The central book in the trilogy consists of a series of large format landscape photographs that were made in Sarajevo; Hiroshima and Nagasaki; Berlin, Bitterfeld-Wolfen and Ronneburg; Bikini Island and Nam Island; Chernobyl; Khe San and My Lai. These images all depict places that have been deeply affected by recent man-made conflicts or disasters. However, Markerink's images are far removed from the inflated drama of what has become known as 'ruin porn'. His photographs of Sarajevo, My Lai or Chernobyl reveal places that seem to be defined by the scars of their past. As the Japanese photographer Shomei Tomatsu said of Nagasaki, these are places where it seems as if "time has stopped". Memory Traces also depicts landscapes, such as those of Hiroshima or Berlin, that show few visible signs of past traumatic events. Although these cities are still defined in many ways by their history, their landscapes are in the process of being radically transformed by the objectives of economic growth.

You could say that Memory Traces deals with the different ways that history manifests itself within the landscape. However, it is as concerned with the present and the future as with the past. One of the most remarkable things about the imagery in this book is its treatment of time: the locations that Markerink has photographed all have troubling pasts, but these images do not give the sense of looking back. Instead they raise questions of how the past is carried forward and transformed as time passes. Although it is made up entirely of landscape photographs, this is fundamentally a book of big ideas. Markerink is not interested in the formal aspects of landscape, but rather in how landscape acts as a mirror for culture, for society in general. In 'Höffding Step', a book of text combining travel diaries, reflections on contemporary culture with Markerink's views on the changing nature of photography, Memory Traces reveals itself to have even greater and broader aspirations.

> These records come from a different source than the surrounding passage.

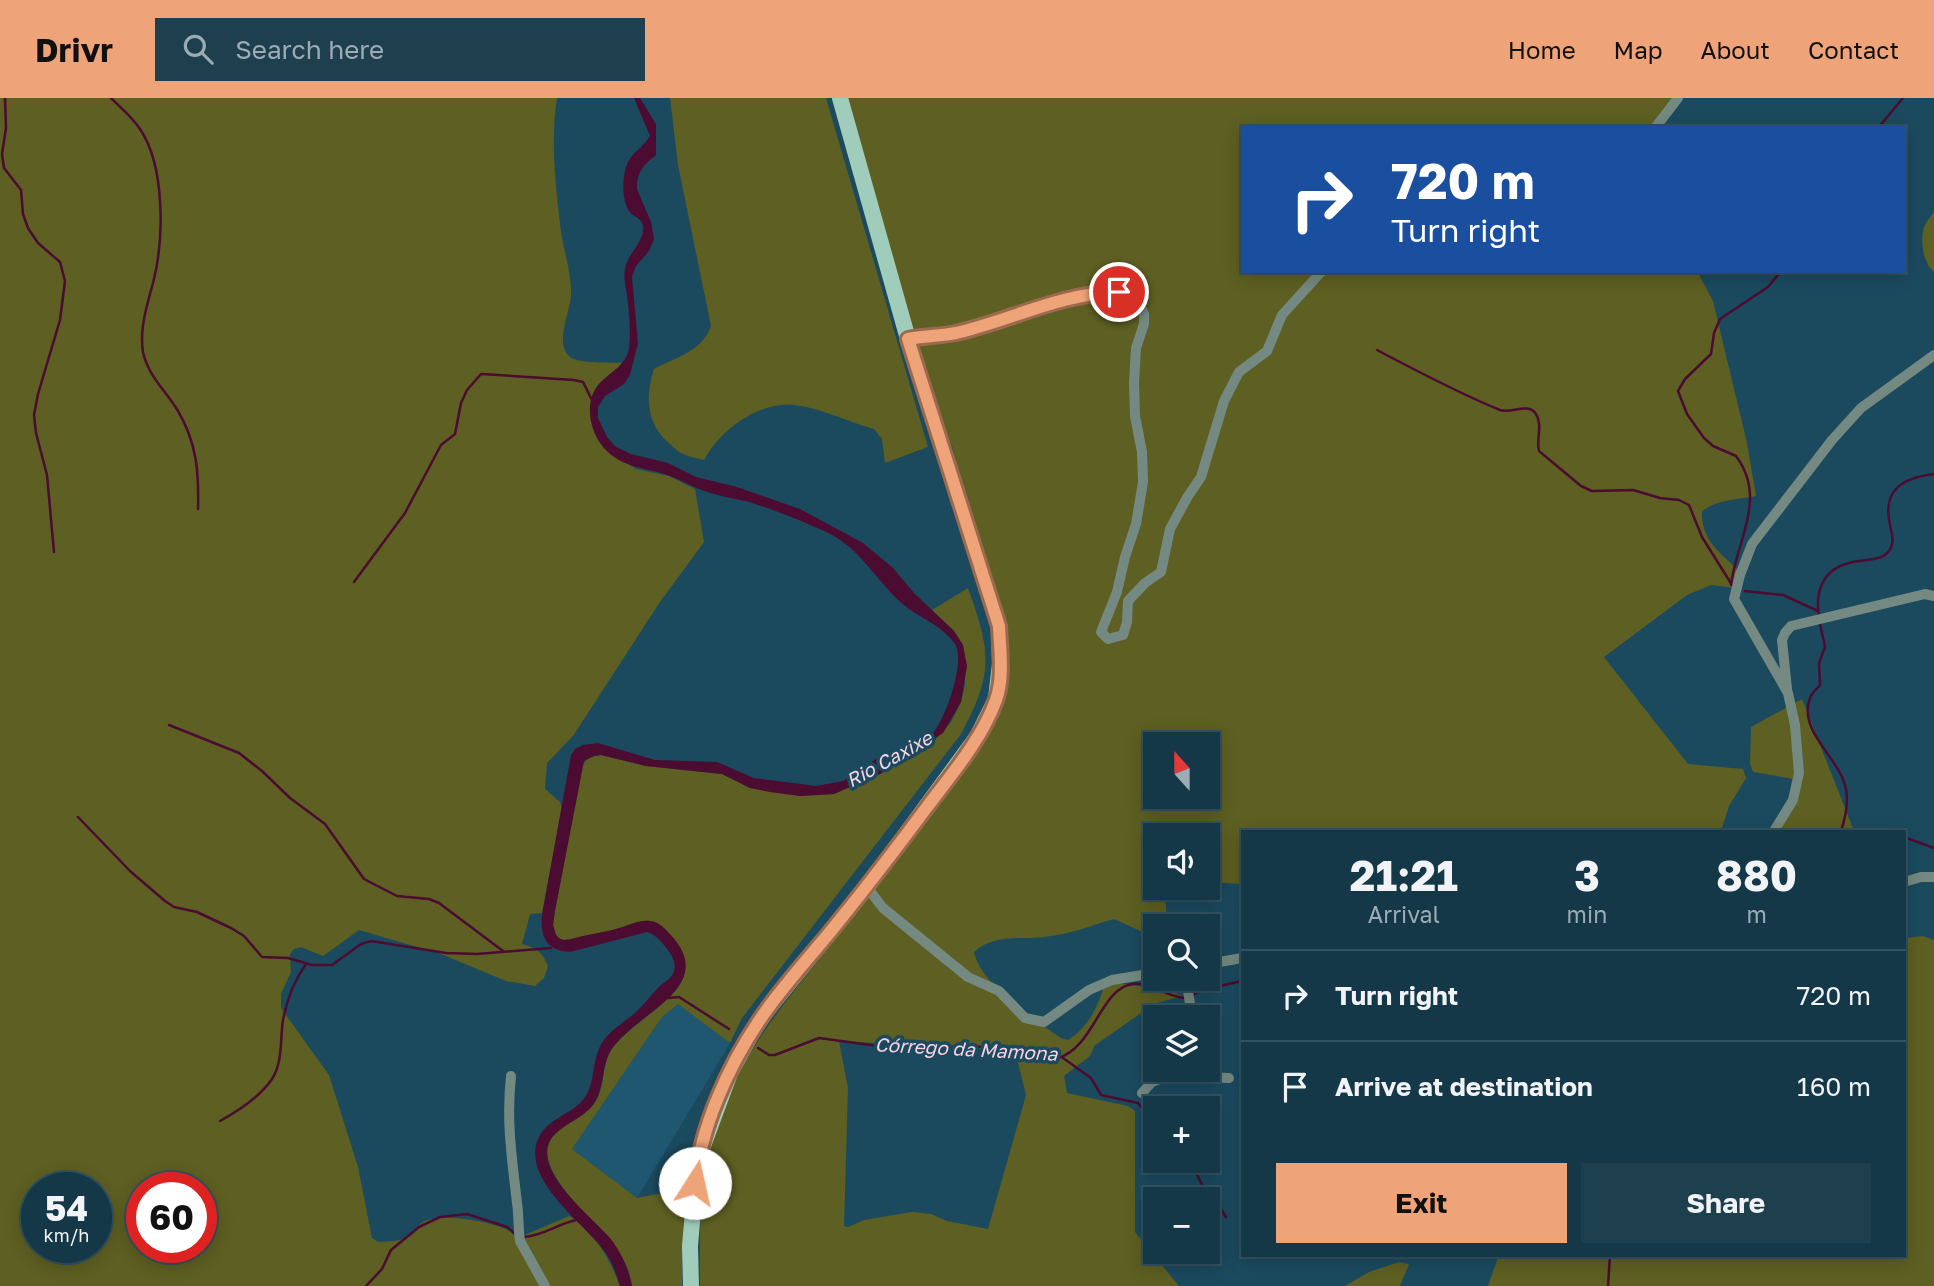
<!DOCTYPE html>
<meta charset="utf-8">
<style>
:root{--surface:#143847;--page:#1d3f4e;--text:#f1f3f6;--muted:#9dacb4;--line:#335260;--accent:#efa378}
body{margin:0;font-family:"Golos Text",sans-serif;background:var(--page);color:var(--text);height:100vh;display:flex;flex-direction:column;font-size:26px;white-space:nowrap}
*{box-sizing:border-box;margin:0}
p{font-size:23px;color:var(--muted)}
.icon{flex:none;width:38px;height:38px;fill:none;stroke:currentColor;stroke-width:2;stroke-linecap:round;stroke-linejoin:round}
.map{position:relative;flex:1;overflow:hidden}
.panel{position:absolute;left:1241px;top:732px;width:665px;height:427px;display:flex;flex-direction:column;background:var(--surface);border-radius:0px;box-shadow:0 4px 18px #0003,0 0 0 2px var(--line)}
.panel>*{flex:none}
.top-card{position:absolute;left:1241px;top:28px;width:665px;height:147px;border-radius:0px;box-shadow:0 4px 18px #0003,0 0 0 2px var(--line);background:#1a4fa0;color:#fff;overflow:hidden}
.needle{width:46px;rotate:339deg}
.controls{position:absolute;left:1143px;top:634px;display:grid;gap:14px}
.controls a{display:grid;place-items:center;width:77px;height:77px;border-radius:0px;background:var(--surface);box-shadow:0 4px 18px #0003,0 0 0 2px var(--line);font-size:35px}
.speed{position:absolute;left:21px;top:1074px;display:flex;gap:14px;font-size:35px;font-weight:700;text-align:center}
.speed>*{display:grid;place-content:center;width:91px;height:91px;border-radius:50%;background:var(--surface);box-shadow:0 4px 18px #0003,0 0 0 2px var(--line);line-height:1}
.speed small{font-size:18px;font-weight:400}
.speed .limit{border:10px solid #d22;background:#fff;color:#111}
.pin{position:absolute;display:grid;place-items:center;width:60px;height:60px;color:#fff;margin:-30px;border:4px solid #fff;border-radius:50%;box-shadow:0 2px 7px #0007}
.me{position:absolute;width:77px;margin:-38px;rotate:10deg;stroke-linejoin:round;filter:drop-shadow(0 0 5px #0008)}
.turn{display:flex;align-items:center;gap:24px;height:147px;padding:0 35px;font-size:32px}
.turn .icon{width:91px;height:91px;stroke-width:2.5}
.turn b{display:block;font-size:49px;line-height:60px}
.eta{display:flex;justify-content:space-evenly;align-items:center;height:119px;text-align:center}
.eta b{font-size:42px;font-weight:700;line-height:49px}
.cta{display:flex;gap:14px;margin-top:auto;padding:14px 35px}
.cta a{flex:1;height:80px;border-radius:0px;background:var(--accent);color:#111;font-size:28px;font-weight:700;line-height:80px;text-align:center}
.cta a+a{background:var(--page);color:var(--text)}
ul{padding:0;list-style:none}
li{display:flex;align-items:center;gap:21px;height:91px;padding:0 35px;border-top:2px solid var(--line)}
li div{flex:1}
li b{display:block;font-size:26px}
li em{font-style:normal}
header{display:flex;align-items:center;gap:42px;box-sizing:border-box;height:98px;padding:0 35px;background:var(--accent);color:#111}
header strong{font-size:33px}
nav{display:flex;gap:38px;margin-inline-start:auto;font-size:24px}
.search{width:490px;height:63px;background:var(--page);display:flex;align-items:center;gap:18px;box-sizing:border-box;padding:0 24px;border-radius:0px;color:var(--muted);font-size:26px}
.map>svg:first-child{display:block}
.built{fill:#1e576f}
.green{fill:#5e5f22;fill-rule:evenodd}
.water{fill:#4c0b31}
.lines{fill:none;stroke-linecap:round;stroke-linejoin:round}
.stream{stroke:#4c0b31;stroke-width:2.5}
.minor{stroke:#748981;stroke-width:10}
.primary{stroke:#a0ccbc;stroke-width:16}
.route-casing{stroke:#9b6a4e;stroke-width:18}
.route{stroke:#efa378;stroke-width:12}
.labels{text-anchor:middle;stroke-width:7;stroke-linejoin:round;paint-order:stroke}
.water-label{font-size:19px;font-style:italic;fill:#fad0e3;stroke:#1b4a5f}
</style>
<header>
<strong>Drivr</strong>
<div class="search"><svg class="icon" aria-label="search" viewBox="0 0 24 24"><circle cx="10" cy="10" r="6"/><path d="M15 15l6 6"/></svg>Search here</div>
<nav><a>Home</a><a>Map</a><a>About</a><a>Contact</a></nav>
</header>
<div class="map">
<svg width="1934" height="1188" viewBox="0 0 1934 1188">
<rect width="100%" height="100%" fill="#1b4a5f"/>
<path class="built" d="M679 905 730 945 637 1100 572 1051 662 919Z"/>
<path class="green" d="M0 0H557C550 43 556 90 561 134 564 154 572 177 571 197 570 215 554 245 570 259 578 266 612 264 623 265L599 286 592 298 591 322 597 339 605 351 636 371 669 378 695 391 704 444 660 504 573 638 547 665 545 691 560 704 562 711 542 815 530 816 522 846C537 850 542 854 548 868L544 880 535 888 506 883 441 856 359 832 323 858 301 849 294 851 290 856 291 874 281 896V910L329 977 358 1069 372 1140 378 1144C389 1143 406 1144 414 1135 418 1130 419 1125 425 1123 447 1114 504 1125 520 1139L569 1118C593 1131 611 1163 620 1188H0ZM37 1090H96V1150H37ZM142 1090H201V1150H142Z
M670 0H826L928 349 885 365 882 341 874 331C848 324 821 310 794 307 759 303 720 332 704 362 697 360 689 359 683 356 678 354 674 350 670 346 646 326 645 299 654 271 676 259 702 254 711 228L678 67Z
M840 0H1678L1660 30H1242V173H1697L1713 203 1747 345 1756 398C1737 402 1718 401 1702 413 1701 443 1720 454 1740 474L1735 490 1711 487 1687 497 1604 559 1688 666 1743 671 1746 680 1729 708 1721 733H1242V786L1208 784V737H1155V777H1153L1155 789H1160C1166 802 1168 812 1165 827L1155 828V835L1147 836 1114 821C1093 827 1073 835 1051 838 1024 843 996 834 974 854 981 887 1034 921 1061 940L1068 942C1089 929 1099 907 1105 884L1165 891 1182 898 1157 905 1144 913 1094 948 1090 958 1064 978 1067 995 1128 1008 1135 1013V1134L1179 1188H700C699 1124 700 1056 728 996 762 923 819 866 865 802 886 773 908 745 927 715 954 672 977 626 1002 582L975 445 953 351 911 243ZM1155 646H1208V698H1155ZM839 943 1015 953 1026 997 988 1131 947 1123 931 1116 912 1114 864 1122 848 1129 844 1128 848 990Z
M1934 114V174C1923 165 1920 143 1924 129 1926 124 1931 118 1934 114Z
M968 490C991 555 994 574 961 636L742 920 730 945 678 906 662 919 572 1051 637 1100 684 1091 682 1188H632C631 1180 628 1170 624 1163 609 1136 535 1077 549 1045 556 1029 581 1020 593 1007 607 991 600 964 614 948 646 909 721 888 665 831 650 815 634 826 616 831 610 833 568 842 564 842 559 841 559 840 556 837L553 827 555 813 582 668 588 660 601 657 646 668 722 676 750 690 800 698 834 696 882 675 902 660 933 644 951 624 961 604 965 587 963 547 954 533 932 512Z
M1802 601 1854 733H1771L1800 682 1753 674 1750 665 1751 629Z
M1923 838 1934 842V1188H1488L1499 1157H1904V840Z
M1399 1164 1409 1166 1400 1188H1345L1369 1174Z"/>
<path class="water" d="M634 0H640L656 26V57C644 66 636 75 637 91L651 124 654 141 649 153 636 168 632 179 638 245 630 277 624 286 605 298 598 309V320L607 339 616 349 631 356 668 365 696 379 737 389 800 411 863 445 893 470 914 495 954 533 963 547 967 568 961 604 943 635 882 675 834 696 800 698 770 694 750 690 722 676 646 668 601 657 594 658 584 663 555 813 553 827 556 837C559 840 559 841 564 842 568 842 571 841 575 840 588 836 603 835 616 831 634 826 650 815 665 831 723 886 644 910 614 948 600 965 606 990 593 1007 582 1022 556 1028 549 1045 536 1076 593 1120 610 1140 621 1154 629 1171 632 1188H620C616 1174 611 1161 602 1150 581 1123 519 1079 539 1039 548 1021 571 1016 583 1002 597 985 590 961 604 942 612 931 626 923 636 914 645 906 652 895 661 887 666 883 670 881 673 876 677 867 673 858 667 851 662 844 656 837 647 834L570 854C546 853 540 838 542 817L571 657 575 651 583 647 598 645 655 662 717 664 754 680 816 688 843 683 882 657 932 636C945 623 966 563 955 546 943 529 925 522 909 511 878 488 862 449 824 433 801 423 778 413 755 406 741 401 727 400 714 396 698 392 685 384 670 378 646 369 622 371 603 349 589 332 584 303 599 286 611 273 626 268 629 250 631 233 629 214 627 197 626 189 623 179 625 171 627 157 641 147 643 133 645 120 635 121 629 113 621 102 622 74 629 62 635 53 644 48 650 38Z"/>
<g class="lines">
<path class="stream" d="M5 0 6 30 2 56 4 70 21 92 23 116 28 130 38 145 60 164 65 183 60 222 38 296 34 317 36 335 47 377 54 454
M111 0C121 10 132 19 140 31 165 68 164 139 154 181 148 205 139 229 143 254 148 278 166 293 178 313 197 345 199 375 198 411
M1878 30 1903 0
M1377 252C1417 273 1458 295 1500 312 1511 316 1528 304 1536 316 1543 327 1536 342 1539 353L1581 388 1592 393 1633 392 1660 400 1679 402 1689 407 1702 439 1732 487
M354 484 405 415 441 347 455 336 461 305 467 292 481 276 574 282 583 284 592 302
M1731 487C1736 443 1768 401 1736 358L1713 348 1704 340 1687 316 1678 293 1685 281 1711 256 1714 235 1720 221 1768 189 1781 173
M1745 493 1783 497 1818 513
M1819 519C1815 494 1822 472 1849 465 1861 461 1881 464 1889 453 1895 445 1892 436 1890 427 1882 392 1902 380 1934 376
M1820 526 1825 549 1819 565 1820 587C1817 591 1812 594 1810 600 1798 632 1836 658 1844 684 1850 700 1846 718 1841 733
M169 627 239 655 262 673 290 700 325 726 364 781 397 798 429 801 439 805 503 853
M78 719 130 773 165 803 174 809 197 814 231 830 244 838 262 859 288 860 312 867H332L361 846 371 843 446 855 477 856 551 850
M1904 739 1934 750
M1193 897 1202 892 1242 883
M668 900 679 899 729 931
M758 950 769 957H775L819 940 885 949 897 947 931 950 971 948 1039 954 1058 960C1094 950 1101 889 1133 886 1151 884 1168 900 1186 900
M1063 960 1091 980 1101 997 1138 1005 1155 1026
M220 1023C238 1013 260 999 272 981 283 964 280 941 283 922 287 901 293 884 306 866
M1190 1062 1202 1087 1214 1100 1226 1119
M523 1139C543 1138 557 1126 576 1122
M366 1188 382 1171 391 1152 419 1129 440 1119 467 1116 507 1129 516 1137
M1608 1188 1610 1157"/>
<path class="minor" d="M1655 30 1678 0
M908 241 955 235 1029 211 1094 194H1119L1138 204 1144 216V226L1136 250 1134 285 1135 318 1142 354 1143 384 1136 426 1125 459 1117 494 1101 534 1108 541 1123 537 1127 524 1128 503 1145 485 1161 474 1170 431 1188 398 1201 379 1224 303 1239 274 1267 253 1282 217 1322 173
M1787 591 1782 542 1785 535 1791 528 1925 496 1934 498
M1774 733 1793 702 1799 675 1795 627 1788 595 1734 501 1740 477 1752 446 1832 342 1861 310 1934 257
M1904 784 1921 779H1934
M867 789 883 810 968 879 999 893 1025 920 1044 924 1089 892 1112 882 1155 875
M1208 866 1242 860
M1186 880 1192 919
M1185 972 1207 979 1229 980
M511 978C506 1023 512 1061 517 1105 519 1118 518 1130 520 1143L545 1188
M1142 995 1152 984 1185 971"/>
<path class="primary" d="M691 1188 690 1148 697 1064 730 975 759 922 867 789 977 639 996 601 1000 566 999 528 908 241 840 0"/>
</g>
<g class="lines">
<g class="route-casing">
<path id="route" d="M695 1085C701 1029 728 969 759 923 782 888 813 856 839 823 869 786 898 748 927 709 951 677 982 641 996 602 1004 580 1000 551 999 528L908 241C924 238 941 238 956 235 1012 222 1061 195 1119 194"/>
</g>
<use href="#route" class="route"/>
</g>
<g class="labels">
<g class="water-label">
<text transform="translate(889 661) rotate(-29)" y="7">Rio Caxixe</text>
<text transform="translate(966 951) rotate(3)" y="7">Córrego da Mamona</text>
</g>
</g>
</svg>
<div class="controls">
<a><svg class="needle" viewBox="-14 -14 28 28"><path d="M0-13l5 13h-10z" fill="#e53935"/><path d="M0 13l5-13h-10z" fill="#9dacb4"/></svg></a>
<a><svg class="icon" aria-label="sound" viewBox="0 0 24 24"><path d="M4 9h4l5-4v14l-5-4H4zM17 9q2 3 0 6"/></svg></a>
<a><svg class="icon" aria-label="search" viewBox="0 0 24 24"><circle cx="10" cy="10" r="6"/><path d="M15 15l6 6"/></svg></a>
<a><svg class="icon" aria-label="layers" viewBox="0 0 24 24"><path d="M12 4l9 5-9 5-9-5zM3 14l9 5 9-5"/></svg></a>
<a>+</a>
<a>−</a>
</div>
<div class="speed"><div>54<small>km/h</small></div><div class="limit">60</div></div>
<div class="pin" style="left:1119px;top:194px;background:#d93025"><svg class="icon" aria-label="arrive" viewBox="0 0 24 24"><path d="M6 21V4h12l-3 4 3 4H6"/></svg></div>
<svg class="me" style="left:695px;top:1085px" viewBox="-20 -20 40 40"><circle r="19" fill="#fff"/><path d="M0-13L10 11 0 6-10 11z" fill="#efa378"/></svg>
<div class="top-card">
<div class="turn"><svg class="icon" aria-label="right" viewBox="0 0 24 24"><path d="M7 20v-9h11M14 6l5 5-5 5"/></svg><div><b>720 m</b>Turn right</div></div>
</div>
<section class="panel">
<div class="eta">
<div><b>21:21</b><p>Arrival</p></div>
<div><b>3</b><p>min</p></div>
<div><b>880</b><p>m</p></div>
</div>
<ul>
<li><svg class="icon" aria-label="right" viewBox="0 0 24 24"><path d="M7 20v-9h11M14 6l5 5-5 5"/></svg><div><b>Turn right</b></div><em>720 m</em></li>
<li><svg class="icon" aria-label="arrive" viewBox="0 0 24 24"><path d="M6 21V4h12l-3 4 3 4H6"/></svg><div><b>Arrive at destination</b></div><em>160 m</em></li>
</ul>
<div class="cta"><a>Exit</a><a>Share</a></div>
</section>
</div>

With Memory Traces, Markerink has created an object that is designed to create the space for us to stop and think, a space that is essential when dealing with such ambitious subjects. Everything about the way it is made — the book's huge size, its use of gatefolds, etc. — seems to be designed to slow down the reading process as much as possible. This is a book that also made me think about the way that we read photobooks. To use Markerink's own description, Memory Traces is an "experience" with many entry and exit points rather than a book that can simply be read from start to finish.

If all of this sounds a little lofty, that is because it is: I doubt that you will ever come across a more ambitious photobook. It is a project that Markerink worked on for over 10 years, one which he describes as a gift he decided to make to himself for his 50th birthday "as a means to come to terms with (his) culture and (his) position within it." It is a book that swims directly against the current of these times in which images are made, distributed and consumed and discarded in a matter of seconds. It will most likely bewilder you, frustrate you, confuse you and probably keep you coming back for more. Like Terence Malick's Tree of Life, it is not without its flaws, but it is rare to come across projects that are this outrageously ambitious and for that alone Memory Traces is worth seeking out.

Cary Markerink, Memory Traces. Ideas on Paper (self-pub., clothbound hardcover, 30.5 x 41 cm, 202 pages together with two small booklets, 'Höffding Step' and 'Dark Star' 12 x 16 cm in a printed box, 2009).